Il mattino successivo il giovane fu svegliato dal suono di uno strumento musicale, probabilmente proveniente dal giardino che si trovava poco distante dalla sua stanza.
Incuriosito da quell'allegra melodia si vestì e si diresse nel luogo in cui proveniva quella melodia.
Vide seduto sul muretto del piccolo giardino un uomo di mezza età che suonava il liuto. Rimase in silenzio ad ascoltarlo, poi gli si avvicinò e gli fece i complimenti per la sua bravura.

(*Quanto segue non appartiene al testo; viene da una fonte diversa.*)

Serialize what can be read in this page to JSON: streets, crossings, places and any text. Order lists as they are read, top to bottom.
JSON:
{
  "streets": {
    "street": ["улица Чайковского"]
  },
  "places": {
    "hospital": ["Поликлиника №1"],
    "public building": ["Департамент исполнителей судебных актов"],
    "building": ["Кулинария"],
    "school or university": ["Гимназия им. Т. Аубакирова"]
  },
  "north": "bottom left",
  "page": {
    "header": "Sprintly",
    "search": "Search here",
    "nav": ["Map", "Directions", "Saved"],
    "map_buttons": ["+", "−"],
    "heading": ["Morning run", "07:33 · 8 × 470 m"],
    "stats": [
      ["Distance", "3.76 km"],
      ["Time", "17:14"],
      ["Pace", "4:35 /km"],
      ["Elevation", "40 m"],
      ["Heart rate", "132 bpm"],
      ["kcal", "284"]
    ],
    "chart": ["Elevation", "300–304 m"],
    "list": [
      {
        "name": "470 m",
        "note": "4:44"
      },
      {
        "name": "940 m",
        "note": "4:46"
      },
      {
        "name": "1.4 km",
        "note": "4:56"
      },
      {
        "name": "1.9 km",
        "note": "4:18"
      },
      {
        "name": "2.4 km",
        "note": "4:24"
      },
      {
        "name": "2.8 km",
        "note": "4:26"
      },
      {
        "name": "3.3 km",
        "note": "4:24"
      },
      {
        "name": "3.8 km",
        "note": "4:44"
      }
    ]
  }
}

«Siete troppo gentile! Io sono il musico Zeffirello e voi?».
«Mi chiamo Giulio».
«Quindi voi siete il ragazzo che possiede il pugnale di Caio il Grande e che si sta allenando con Messer Carlo? È un piacere conoscervi!».
«Non mi dia del "voi", mi può tranquillamente dare del "tu"».
«Non credevo che vi avrei mai incontrato. Sapete sono stati composti vari pezzi musicali, teatrali e letterari su di voi, o meglio, su quello che diceva la profezia» continuò Zeffirello ignorando ciò che gli aveva detto.
«E si, ho visto personalmente uno spettacolo teatrale a Selvapiana».
«Allora avrete potuto notare la bravura dei nostri artisti».
«Eh... certo».
«Se me lo permettete vorrei scrivere musicalmente un'opera che riguardi le vostre avventure d'ora in poi. Che ne dite?».
«Non saprei...».
Notando il volto pieno di aspettativa del musico si affrettò ad accettare e poi si accomiatò per andare ad allenarsi con Messer Carlo.
Mentre si dirigeva dal suo maestro guerriero incontrò un frate che correva tutto trafelato.
Quest'ultimo si fermò, lo osservò e lo salutò tutto sorridente come se fosse stato un suo amico.
«Ci rivedremo presto» gli disse e poi si allontanò.
Il giovane rimase ad osservarlo stupito.
Pensò che la giornata fosse iniziata in modo strano, ma ben presto questo pensiero fu soppiantato dal dovere che lo attendeva: diventare un vero guerriero.